Stellar West is an American indie punk band from Naperville, Illinois, United States, formed in 2014. The group consists of Parker Belonio (vocals, guitar), Cole Onley (bass guitar), Levi Hansen (Guitar) and JC Kuppinger (drums). Their debut release, the EP Songs From the Basement, was released on October 22, 2015 and their first album, Unfiltered, was released on November 13, 2016. Both the EP and LP were produced by Adam Krier and engineered by Andy Gerber at Million Yen Studios. Pre-production was done at Sound Summit with Adam Krier and Charlie Dresser. Their EP Kermit the Fraud was produced and engineered at Sound Summit Studios in Naperville. On September 27, 2020, they released Penny. Penny is a single off of MORTAL WOMBAT, their sophomore LP which drops October 10, 2020. This LP was also produced and engineered at Sound Summit.

History
Stellar West (formerly Stellar) formed in May 2014 after the trio met at a School of Rock in their hometown, not unlike other up and coming young bands, Hippo Campus and Doll Skin who got the same start. Just over a year after their formation, they released their debut EP, Songs From the Basement, digitally and on CD. At the end of 2015, the band was recognized by Forkster Promotions by winning three categories in the website's year-end music awards, including placing 50 out of the top 100 new artists of the year.
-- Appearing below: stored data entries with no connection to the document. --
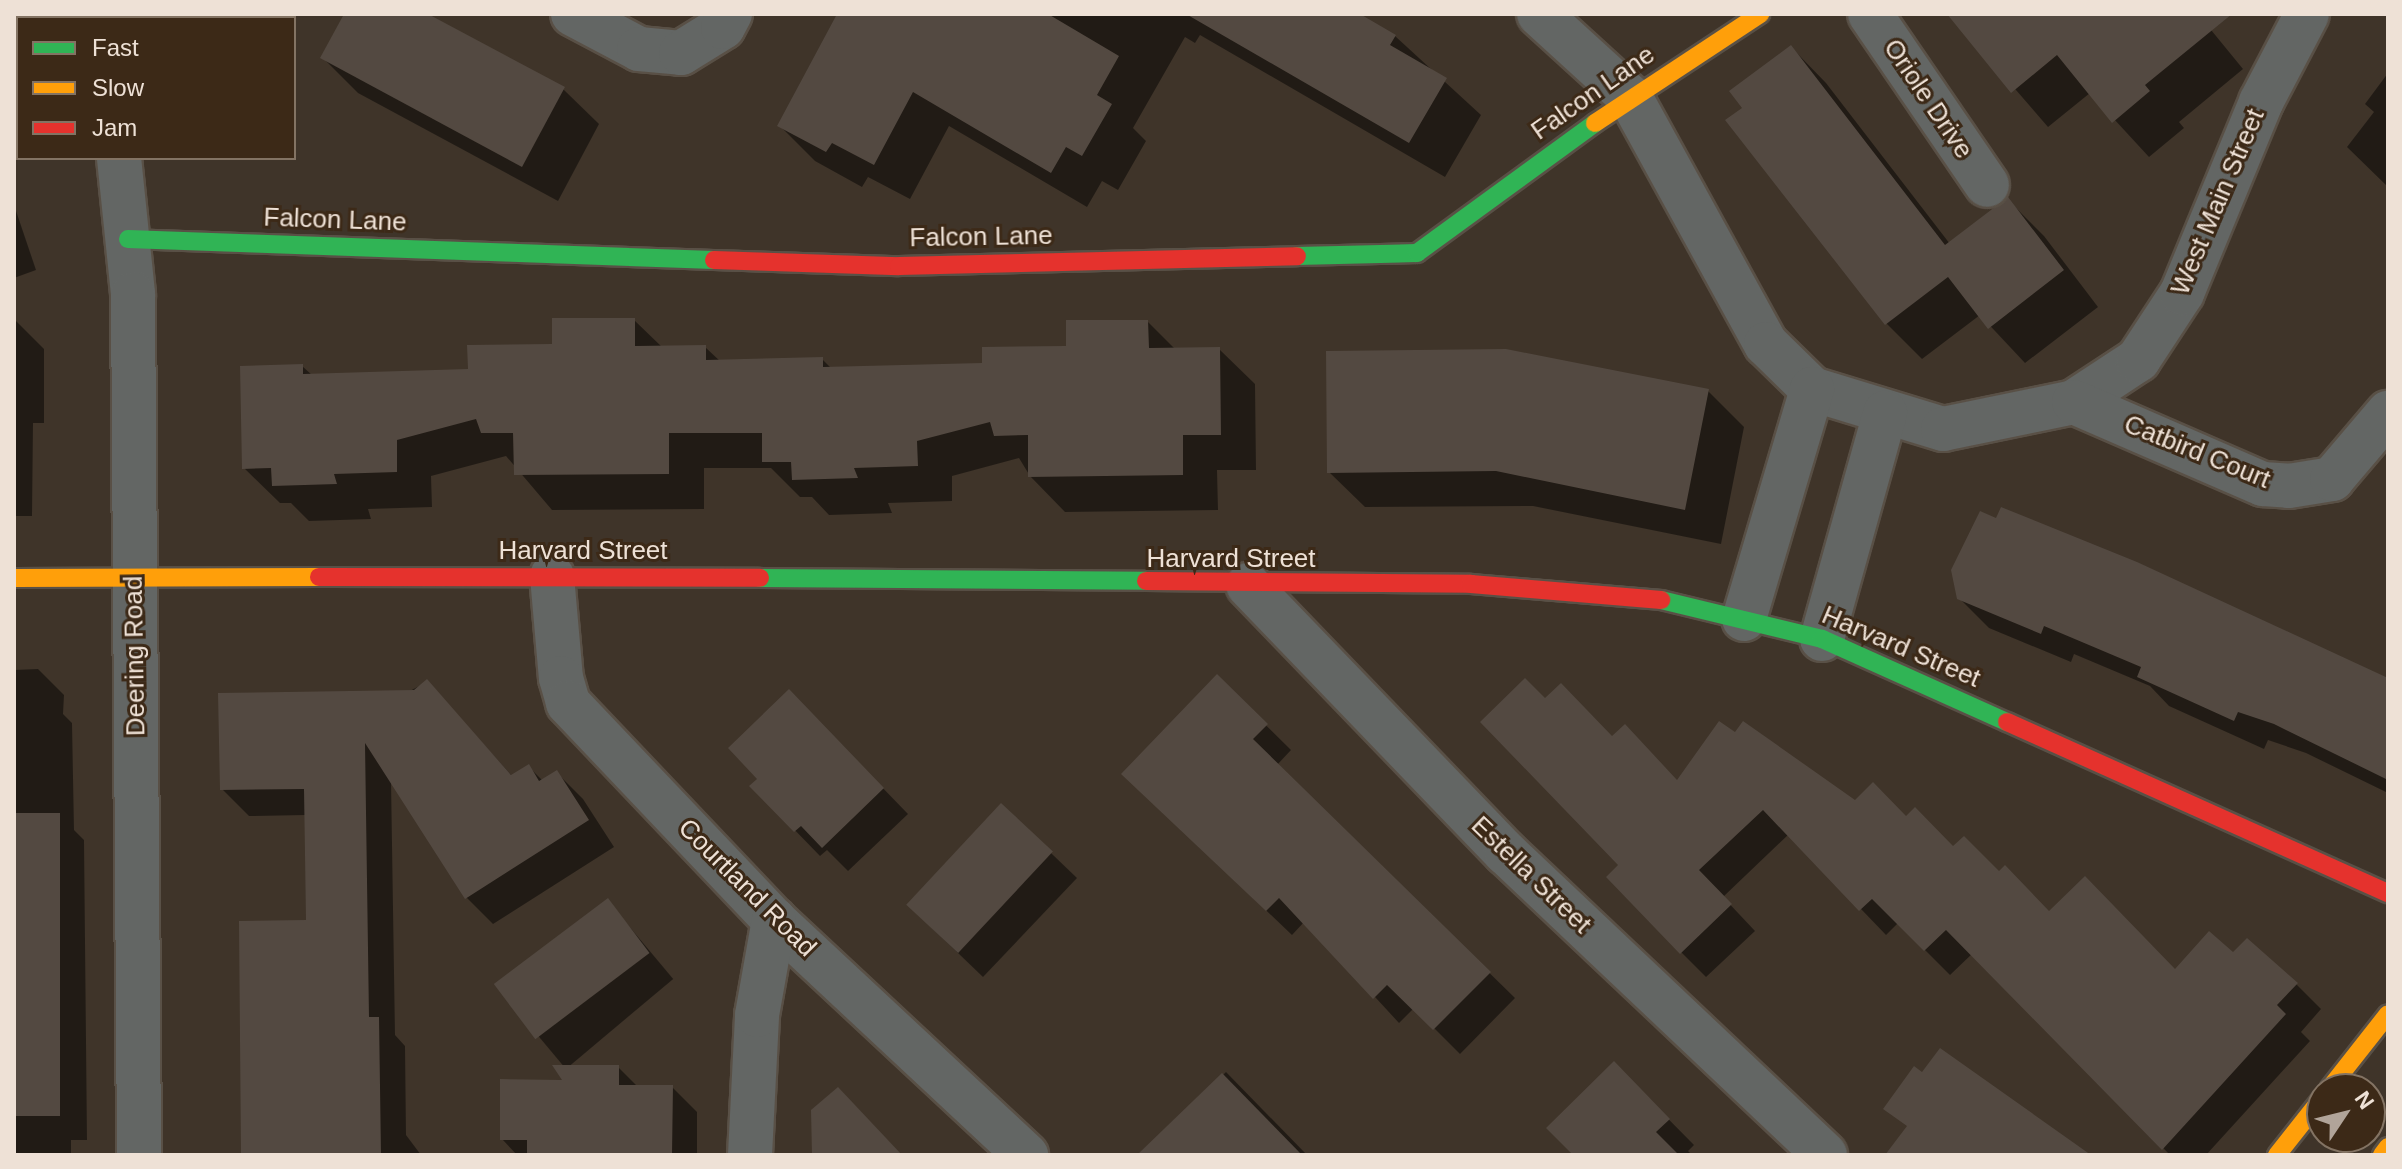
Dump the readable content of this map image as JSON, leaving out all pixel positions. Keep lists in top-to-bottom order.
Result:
{
  "streets": {
    "main road": ["Falcon Lane", "Harvard Street"],
    "street": [
      "Oriole Drive",
      "West Main Street",
      "Catbird Court",
      "Deering Road",
      "Estella Street",
      "Courtland Road"
    ]
  },
  "crossings": [
    ["Falcon Lane", "West Main Street"],
    ["Falcon Lane", "Deering Road"],
    ["West Main Street", "Catbird Court"],
    ["Harvard Street", "Deering Road"],
    ["Harvard Street", "Estella Street"],
    ["Harvard Street", "Courtland Road"]
  ],
  "legend": ["Fast", "Slow", "Jam"],
  "north": "top right"
}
January 2016 saw the band being invited to perform live on WGN Morning News, where they performed their song "Interference" and a cover of Nirvana's "Smells Like Teen Spirit". In mid-2016, the band won a contest through the music festival Riot Fest and were invited to perform at the event later that year.

Stellar West's first album, Unfiltered, was released at the end of 2016. Following its release, the band was included in Alternative Press's list of the best bands under 21.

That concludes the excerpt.